To do: In the material below, find the line containing "c.stroke(path);" and the line containing "[0,1107,75,1140,40,1220,0,1202]", then reproduce exactly both of them and every line between, and nothing else.

[Input data — start]

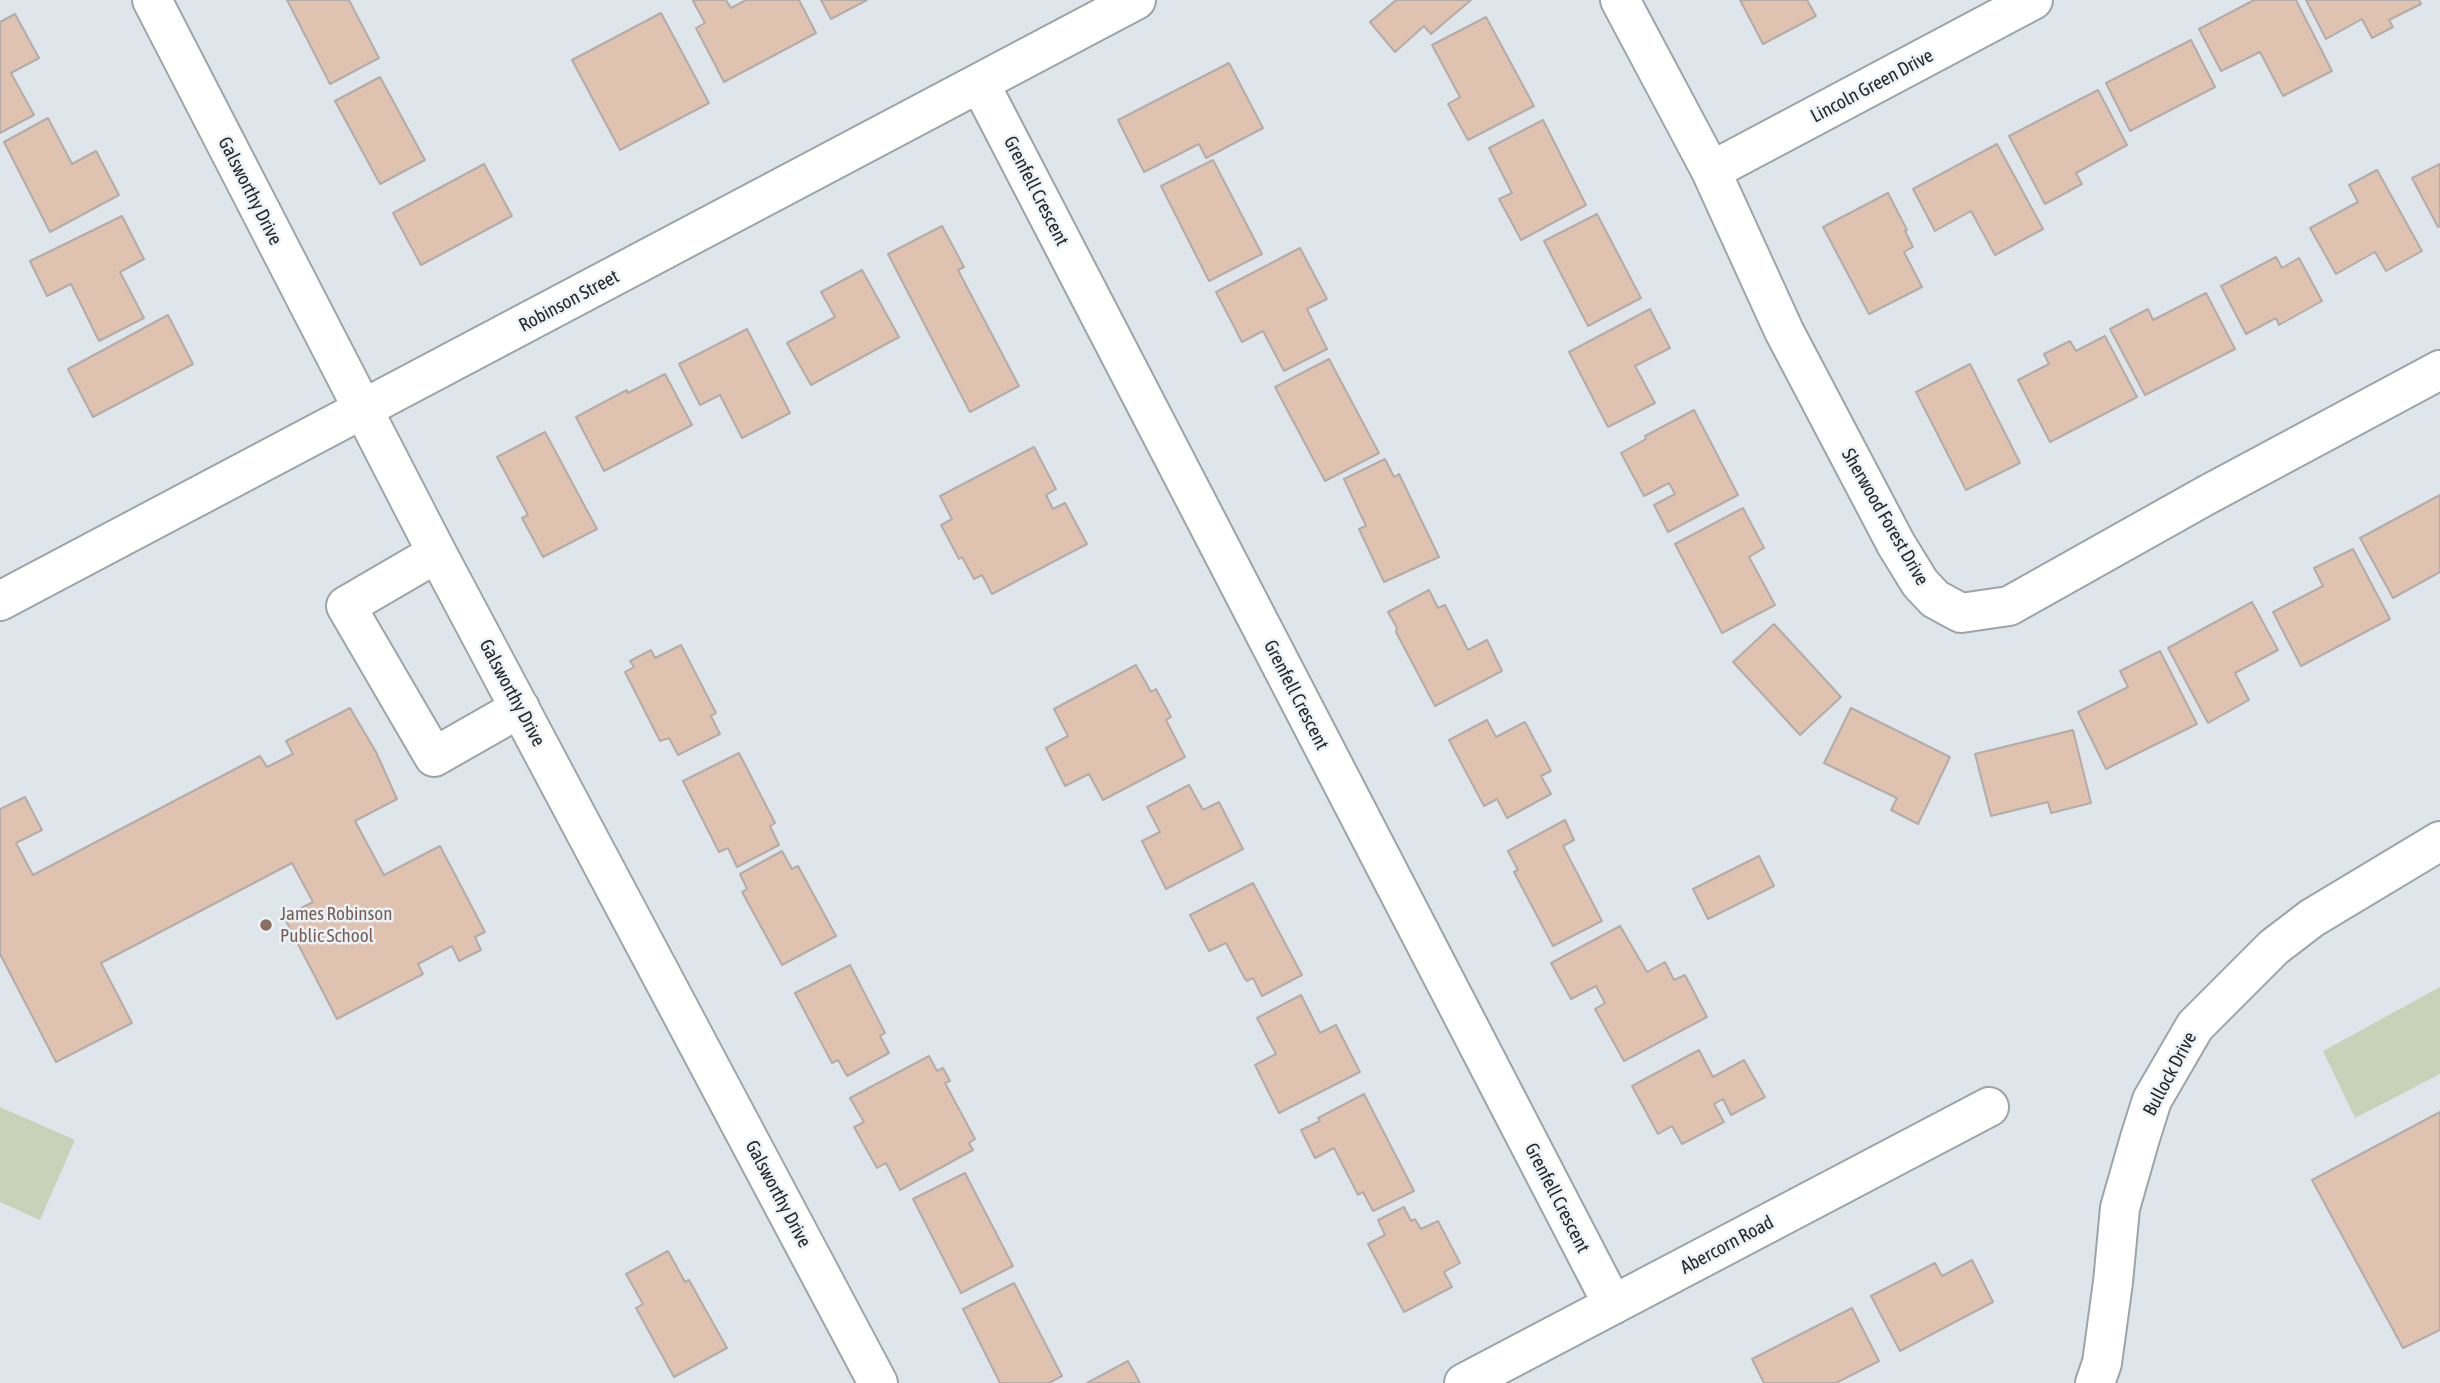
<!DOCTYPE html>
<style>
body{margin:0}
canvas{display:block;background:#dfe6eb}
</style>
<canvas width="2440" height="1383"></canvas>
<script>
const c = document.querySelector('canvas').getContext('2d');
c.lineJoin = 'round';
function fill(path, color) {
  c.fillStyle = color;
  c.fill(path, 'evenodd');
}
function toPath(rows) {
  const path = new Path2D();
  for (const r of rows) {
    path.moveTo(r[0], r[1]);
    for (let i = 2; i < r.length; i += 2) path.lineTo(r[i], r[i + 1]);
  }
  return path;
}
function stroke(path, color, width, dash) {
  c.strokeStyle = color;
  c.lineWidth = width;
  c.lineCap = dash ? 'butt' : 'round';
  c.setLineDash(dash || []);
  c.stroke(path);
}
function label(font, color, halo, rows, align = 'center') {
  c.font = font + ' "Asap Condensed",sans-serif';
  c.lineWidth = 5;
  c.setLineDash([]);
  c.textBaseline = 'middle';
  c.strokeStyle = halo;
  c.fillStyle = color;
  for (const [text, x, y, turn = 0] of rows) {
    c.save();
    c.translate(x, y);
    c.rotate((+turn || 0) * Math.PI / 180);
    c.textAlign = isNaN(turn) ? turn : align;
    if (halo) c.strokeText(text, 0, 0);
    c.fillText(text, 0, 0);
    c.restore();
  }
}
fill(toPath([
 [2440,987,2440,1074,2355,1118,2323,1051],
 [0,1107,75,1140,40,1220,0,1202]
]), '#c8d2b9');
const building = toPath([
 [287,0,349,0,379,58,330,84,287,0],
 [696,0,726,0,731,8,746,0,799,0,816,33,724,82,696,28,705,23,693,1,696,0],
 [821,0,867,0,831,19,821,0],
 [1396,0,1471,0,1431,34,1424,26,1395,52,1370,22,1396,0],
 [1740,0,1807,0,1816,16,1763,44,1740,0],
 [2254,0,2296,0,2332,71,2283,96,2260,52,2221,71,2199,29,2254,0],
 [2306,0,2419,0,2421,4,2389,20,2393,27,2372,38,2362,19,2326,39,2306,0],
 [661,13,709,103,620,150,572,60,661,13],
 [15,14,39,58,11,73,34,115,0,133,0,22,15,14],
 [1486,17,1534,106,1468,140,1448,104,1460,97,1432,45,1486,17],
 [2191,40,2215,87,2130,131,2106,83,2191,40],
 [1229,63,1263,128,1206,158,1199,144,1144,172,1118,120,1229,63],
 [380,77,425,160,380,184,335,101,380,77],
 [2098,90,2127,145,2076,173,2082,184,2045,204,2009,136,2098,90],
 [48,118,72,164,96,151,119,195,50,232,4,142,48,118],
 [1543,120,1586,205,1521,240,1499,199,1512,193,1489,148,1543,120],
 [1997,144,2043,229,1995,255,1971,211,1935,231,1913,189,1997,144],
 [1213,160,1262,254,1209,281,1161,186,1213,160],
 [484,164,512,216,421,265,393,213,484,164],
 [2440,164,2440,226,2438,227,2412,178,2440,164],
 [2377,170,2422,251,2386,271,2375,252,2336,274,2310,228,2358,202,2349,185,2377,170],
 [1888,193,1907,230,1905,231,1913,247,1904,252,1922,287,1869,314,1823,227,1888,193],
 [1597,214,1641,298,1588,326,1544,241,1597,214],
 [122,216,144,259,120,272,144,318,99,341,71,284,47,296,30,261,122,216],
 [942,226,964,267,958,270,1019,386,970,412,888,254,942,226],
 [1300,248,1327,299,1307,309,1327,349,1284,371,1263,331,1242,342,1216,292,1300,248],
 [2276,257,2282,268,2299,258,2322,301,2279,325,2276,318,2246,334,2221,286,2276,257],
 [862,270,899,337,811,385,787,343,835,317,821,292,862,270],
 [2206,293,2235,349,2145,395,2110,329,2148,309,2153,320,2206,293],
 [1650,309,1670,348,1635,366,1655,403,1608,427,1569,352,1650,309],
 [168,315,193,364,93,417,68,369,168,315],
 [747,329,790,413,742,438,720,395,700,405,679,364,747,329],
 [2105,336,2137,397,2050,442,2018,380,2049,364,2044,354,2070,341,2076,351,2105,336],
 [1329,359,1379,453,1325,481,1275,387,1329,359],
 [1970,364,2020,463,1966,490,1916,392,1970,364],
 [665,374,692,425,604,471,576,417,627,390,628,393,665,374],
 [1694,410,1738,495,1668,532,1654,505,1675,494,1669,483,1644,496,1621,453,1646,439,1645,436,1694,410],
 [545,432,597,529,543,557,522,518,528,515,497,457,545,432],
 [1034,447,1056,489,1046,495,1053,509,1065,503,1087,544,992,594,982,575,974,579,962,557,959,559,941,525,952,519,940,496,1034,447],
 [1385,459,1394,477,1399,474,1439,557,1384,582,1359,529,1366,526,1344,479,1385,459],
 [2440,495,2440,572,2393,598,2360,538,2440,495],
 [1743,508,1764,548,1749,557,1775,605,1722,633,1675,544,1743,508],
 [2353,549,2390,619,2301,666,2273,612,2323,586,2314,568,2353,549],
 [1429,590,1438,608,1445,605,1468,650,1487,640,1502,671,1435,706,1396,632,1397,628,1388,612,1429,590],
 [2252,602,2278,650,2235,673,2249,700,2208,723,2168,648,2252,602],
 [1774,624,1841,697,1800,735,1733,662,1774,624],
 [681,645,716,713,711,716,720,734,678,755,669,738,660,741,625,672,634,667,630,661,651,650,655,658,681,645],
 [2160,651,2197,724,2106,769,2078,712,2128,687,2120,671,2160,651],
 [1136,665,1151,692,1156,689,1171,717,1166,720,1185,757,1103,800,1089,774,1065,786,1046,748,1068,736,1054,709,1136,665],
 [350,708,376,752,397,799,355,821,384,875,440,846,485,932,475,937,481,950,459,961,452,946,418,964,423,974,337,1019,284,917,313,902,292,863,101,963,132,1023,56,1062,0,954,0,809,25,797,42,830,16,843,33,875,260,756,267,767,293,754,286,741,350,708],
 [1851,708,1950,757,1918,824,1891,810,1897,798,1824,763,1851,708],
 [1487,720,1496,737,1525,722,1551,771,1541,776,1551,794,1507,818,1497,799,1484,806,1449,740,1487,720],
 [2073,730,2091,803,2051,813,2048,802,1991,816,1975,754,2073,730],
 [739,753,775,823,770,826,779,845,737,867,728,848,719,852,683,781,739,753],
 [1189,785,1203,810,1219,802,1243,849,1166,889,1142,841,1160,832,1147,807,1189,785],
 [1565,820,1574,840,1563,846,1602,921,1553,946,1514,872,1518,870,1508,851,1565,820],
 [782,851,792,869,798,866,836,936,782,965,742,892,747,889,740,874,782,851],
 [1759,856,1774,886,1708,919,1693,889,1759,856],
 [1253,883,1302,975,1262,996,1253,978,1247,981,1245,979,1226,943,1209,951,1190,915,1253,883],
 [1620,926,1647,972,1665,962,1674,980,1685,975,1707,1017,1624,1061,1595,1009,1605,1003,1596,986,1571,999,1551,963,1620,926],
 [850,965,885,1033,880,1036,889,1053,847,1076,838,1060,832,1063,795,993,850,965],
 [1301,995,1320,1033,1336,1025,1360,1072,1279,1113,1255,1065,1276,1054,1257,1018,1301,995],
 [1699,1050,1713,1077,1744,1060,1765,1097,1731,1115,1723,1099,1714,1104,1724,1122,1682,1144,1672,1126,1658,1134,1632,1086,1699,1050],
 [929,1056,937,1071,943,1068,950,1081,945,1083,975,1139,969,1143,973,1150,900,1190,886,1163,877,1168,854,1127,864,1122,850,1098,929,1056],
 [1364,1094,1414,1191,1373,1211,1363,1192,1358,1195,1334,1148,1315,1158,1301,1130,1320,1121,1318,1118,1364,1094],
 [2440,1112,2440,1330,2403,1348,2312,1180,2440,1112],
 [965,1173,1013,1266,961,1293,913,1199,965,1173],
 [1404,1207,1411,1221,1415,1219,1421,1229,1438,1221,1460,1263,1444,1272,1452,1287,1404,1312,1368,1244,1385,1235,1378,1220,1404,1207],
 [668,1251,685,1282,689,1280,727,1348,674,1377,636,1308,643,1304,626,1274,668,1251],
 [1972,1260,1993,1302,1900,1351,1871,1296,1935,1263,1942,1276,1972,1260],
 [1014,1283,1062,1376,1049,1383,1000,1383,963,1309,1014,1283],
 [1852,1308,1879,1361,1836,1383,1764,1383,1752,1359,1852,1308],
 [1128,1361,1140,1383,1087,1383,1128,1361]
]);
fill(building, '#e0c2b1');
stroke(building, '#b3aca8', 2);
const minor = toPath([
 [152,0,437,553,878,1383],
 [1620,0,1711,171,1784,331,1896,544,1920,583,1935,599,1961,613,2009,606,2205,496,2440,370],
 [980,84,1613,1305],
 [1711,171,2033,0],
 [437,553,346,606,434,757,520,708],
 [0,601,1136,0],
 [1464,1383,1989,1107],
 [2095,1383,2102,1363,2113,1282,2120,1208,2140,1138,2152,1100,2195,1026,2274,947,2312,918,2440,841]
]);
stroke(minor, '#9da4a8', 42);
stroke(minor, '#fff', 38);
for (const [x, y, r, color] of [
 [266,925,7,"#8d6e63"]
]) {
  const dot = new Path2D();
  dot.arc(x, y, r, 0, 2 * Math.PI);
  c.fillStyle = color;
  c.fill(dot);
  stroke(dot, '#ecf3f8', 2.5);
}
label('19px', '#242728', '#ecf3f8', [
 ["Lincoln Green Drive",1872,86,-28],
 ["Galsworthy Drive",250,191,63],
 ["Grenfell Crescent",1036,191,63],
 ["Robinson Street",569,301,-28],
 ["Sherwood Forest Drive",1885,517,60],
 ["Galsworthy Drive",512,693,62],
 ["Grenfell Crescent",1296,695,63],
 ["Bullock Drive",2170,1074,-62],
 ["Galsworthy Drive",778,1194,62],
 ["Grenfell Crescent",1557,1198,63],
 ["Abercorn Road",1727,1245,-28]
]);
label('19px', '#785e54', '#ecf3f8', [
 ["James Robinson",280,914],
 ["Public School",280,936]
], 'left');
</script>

[Input data — finish]

Output:
  c.stroke(path);
}
function label(font, color, halo, rows, align = 'center') {
  c.font = font + ' "Asap Condensed",sans-serif';
  c.lineWidth = 5;
  c.setLineDash([]);
  c.textBaseline = 'middle';
  c.strokeStyle = halo;
  c.fillStyle = color;
  for (const [text, x, y, turn = 0] of rows) {
    c.save();
    c.translate(x, y);
    c.rotate((+turn || 0) * Math.PI / 180);
    c.textAlign = isNaN(turn) ? turn : align;
    if (halo) c.strokeText(text, 0, 0);
    c.fillText(text, 0, 0);
    c.restore();
  }
}
fill(toPath([
 [2440,987,2440,1074,2355,1118,2323,1051],
 [0,1107,75,1140,40,1220,0,1202]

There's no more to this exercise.